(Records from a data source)
----
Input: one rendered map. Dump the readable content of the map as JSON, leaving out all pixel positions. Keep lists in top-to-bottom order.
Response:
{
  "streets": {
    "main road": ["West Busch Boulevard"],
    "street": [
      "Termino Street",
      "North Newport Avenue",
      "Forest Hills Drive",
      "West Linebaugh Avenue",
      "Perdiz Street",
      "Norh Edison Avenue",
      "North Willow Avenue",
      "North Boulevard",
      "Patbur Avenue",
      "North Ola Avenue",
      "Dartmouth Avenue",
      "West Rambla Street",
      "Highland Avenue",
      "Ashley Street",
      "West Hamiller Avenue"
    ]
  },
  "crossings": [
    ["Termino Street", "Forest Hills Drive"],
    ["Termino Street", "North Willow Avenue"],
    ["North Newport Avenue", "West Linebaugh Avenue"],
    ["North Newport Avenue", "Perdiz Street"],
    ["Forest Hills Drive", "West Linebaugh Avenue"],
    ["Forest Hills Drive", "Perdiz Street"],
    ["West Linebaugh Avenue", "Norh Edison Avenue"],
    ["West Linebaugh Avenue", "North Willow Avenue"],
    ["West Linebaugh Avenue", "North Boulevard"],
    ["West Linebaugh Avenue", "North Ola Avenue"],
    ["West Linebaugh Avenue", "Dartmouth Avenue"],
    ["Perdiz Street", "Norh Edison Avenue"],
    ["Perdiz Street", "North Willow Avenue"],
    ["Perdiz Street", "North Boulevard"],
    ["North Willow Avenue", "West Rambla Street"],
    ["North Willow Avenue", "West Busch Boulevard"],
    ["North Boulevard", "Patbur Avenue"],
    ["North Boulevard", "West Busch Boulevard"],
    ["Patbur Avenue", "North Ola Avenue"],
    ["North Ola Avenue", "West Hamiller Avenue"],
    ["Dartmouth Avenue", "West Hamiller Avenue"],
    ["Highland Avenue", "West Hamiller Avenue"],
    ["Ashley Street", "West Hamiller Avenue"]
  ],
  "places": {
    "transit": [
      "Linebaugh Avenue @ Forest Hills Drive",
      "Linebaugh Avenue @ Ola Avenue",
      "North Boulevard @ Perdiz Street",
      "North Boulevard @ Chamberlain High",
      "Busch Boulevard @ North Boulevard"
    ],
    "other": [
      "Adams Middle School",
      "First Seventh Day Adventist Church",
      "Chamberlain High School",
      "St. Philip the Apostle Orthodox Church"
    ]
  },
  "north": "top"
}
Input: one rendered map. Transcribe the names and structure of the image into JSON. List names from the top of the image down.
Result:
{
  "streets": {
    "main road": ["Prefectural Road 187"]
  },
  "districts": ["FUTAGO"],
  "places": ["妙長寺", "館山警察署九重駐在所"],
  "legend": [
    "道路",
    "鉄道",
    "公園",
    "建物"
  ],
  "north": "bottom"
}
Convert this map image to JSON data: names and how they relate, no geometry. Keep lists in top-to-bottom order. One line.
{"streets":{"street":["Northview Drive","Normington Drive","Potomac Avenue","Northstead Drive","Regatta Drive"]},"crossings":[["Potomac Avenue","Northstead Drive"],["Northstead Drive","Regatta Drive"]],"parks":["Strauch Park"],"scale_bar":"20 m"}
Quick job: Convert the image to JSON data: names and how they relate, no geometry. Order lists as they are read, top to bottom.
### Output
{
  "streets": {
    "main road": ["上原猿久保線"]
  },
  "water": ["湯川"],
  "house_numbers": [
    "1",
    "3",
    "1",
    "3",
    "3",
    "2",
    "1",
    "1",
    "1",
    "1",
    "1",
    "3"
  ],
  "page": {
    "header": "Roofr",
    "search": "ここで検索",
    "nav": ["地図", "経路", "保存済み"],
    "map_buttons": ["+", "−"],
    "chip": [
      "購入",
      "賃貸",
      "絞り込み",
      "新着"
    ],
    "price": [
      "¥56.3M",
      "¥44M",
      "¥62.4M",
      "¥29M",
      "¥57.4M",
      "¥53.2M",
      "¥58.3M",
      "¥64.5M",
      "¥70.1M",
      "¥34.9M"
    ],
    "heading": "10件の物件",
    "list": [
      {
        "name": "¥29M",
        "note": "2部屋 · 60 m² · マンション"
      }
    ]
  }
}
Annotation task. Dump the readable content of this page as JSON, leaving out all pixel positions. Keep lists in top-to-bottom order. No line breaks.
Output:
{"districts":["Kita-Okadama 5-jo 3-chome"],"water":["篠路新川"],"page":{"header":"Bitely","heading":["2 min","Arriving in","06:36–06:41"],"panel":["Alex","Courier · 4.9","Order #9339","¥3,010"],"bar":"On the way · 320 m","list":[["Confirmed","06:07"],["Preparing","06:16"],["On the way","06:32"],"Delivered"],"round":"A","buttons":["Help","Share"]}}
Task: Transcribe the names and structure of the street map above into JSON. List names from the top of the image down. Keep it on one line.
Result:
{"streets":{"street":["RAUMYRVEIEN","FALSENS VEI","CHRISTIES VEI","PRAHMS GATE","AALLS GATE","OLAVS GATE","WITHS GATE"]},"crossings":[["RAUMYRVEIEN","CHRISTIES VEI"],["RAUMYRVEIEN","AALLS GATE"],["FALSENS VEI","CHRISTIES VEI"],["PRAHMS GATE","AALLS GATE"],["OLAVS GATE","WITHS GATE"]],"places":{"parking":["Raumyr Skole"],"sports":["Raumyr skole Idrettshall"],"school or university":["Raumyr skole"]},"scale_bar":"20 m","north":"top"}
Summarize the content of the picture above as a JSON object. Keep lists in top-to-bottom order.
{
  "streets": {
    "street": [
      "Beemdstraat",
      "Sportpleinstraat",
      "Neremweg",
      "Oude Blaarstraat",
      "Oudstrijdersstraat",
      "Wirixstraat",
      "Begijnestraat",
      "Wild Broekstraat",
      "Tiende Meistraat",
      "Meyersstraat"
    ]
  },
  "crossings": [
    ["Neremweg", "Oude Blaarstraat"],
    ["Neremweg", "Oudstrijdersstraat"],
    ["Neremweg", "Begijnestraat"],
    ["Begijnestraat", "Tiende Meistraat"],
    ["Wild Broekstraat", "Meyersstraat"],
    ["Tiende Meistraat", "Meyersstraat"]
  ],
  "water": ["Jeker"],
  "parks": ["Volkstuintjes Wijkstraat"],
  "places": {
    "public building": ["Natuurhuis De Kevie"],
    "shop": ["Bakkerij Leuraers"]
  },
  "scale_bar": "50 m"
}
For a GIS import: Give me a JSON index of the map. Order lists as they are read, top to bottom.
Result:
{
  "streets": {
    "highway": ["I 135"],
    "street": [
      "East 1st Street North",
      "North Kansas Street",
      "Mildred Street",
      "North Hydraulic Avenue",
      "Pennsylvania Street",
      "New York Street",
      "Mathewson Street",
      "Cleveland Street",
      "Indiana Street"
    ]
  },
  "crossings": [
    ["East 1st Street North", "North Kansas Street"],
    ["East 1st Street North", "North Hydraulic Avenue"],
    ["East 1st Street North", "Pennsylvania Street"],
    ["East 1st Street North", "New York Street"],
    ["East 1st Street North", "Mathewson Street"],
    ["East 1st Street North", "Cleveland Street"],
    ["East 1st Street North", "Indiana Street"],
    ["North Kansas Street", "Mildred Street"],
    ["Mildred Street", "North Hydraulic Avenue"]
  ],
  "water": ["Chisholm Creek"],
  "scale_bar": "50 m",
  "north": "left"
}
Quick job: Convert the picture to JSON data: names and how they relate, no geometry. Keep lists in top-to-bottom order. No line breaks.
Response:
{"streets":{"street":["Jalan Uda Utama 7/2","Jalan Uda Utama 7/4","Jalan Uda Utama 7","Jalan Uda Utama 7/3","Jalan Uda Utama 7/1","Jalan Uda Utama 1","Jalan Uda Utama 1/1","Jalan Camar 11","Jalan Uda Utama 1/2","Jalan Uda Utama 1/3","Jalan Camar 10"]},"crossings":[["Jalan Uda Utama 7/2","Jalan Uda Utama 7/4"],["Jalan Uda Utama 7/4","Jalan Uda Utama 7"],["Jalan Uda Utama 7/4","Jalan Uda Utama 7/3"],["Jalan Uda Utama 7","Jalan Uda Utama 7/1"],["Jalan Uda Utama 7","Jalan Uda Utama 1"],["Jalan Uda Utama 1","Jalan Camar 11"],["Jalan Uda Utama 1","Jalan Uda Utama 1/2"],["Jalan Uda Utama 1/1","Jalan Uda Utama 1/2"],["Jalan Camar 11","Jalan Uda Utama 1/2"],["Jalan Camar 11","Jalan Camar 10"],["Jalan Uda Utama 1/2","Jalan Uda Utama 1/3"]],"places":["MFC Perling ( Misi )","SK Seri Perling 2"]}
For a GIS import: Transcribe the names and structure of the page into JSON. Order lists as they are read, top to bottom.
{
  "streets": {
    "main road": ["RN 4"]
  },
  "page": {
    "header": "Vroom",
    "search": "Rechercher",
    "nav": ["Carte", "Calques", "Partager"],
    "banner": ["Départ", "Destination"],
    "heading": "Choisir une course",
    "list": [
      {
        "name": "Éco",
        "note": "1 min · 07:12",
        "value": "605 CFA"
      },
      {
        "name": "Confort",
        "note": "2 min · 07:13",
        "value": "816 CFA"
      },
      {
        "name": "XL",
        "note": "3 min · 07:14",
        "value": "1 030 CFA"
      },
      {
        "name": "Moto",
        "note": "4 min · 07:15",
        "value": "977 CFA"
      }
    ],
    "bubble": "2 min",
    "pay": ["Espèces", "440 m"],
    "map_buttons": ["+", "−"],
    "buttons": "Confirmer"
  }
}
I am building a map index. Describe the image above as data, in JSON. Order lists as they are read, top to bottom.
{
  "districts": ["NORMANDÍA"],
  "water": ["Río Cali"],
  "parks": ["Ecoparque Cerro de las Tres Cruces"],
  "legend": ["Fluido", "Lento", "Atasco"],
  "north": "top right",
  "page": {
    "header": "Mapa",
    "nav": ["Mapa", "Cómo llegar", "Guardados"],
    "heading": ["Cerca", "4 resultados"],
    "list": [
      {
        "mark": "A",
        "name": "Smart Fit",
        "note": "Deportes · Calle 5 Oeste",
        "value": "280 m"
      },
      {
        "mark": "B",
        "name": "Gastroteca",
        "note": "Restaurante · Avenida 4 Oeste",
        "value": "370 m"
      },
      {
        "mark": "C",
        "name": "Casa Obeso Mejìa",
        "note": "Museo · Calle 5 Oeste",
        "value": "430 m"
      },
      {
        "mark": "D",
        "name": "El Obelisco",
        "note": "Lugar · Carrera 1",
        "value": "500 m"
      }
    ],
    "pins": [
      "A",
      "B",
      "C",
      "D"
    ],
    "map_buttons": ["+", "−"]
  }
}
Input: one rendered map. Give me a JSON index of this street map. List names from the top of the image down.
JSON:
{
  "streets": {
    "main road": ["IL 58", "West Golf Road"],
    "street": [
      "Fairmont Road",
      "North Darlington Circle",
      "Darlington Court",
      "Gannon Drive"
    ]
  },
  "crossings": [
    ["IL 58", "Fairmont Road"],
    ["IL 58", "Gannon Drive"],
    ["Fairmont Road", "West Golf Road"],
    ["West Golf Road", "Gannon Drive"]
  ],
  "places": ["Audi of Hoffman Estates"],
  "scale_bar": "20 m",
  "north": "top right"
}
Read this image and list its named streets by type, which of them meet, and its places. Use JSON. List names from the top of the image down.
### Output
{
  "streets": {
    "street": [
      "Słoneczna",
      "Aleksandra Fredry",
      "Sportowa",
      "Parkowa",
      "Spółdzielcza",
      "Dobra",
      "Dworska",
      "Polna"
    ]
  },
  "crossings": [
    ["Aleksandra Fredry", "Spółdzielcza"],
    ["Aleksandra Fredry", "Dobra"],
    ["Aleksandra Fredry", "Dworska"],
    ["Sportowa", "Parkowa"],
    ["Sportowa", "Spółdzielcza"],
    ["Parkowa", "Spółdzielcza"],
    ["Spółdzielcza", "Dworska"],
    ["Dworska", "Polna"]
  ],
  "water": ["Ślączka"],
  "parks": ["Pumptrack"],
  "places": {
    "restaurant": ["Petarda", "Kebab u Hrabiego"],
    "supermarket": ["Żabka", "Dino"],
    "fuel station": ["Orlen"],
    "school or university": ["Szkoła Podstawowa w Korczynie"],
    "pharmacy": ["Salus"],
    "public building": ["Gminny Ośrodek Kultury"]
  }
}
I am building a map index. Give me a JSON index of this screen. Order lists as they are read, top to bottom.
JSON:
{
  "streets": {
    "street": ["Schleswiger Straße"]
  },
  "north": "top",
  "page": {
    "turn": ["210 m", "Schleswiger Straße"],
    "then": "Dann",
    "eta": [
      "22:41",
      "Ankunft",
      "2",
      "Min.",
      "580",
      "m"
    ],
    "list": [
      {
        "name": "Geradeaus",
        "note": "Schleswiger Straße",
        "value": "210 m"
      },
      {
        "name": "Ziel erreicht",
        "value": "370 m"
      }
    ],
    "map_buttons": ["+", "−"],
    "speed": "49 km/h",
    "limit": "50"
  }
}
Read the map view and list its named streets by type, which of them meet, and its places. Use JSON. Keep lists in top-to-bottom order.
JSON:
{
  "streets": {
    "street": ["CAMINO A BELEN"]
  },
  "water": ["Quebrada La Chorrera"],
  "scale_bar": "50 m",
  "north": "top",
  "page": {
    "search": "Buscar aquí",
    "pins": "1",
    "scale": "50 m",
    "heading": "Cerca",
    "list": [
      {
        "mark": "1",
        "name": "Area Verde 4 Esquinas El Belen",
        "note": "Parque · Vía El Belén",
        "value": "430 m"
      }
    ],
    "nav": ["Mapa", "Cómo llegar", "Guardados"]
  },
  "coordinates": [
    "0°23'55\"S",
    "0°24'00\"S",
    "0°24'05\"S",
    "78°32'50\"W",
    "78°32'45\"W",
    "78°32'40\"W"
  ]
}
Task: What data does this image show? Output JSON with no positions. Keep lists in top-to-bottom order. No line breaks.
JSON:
----
■ **EXERCISE REQUIREMENTS**:
Each line in the records that carries "Dump" must be copied out.

■ **TASK RESULT**:
Input: one rendered map. Dump the readable content of the map as JSON, leaving out all pixel positions. Keep lists in top-to-bottom order.
Annotation task. Dump the readable content of this page as JSON, leaving out all pixel positions. Keep lists in top-to-bottom order. No line breaks.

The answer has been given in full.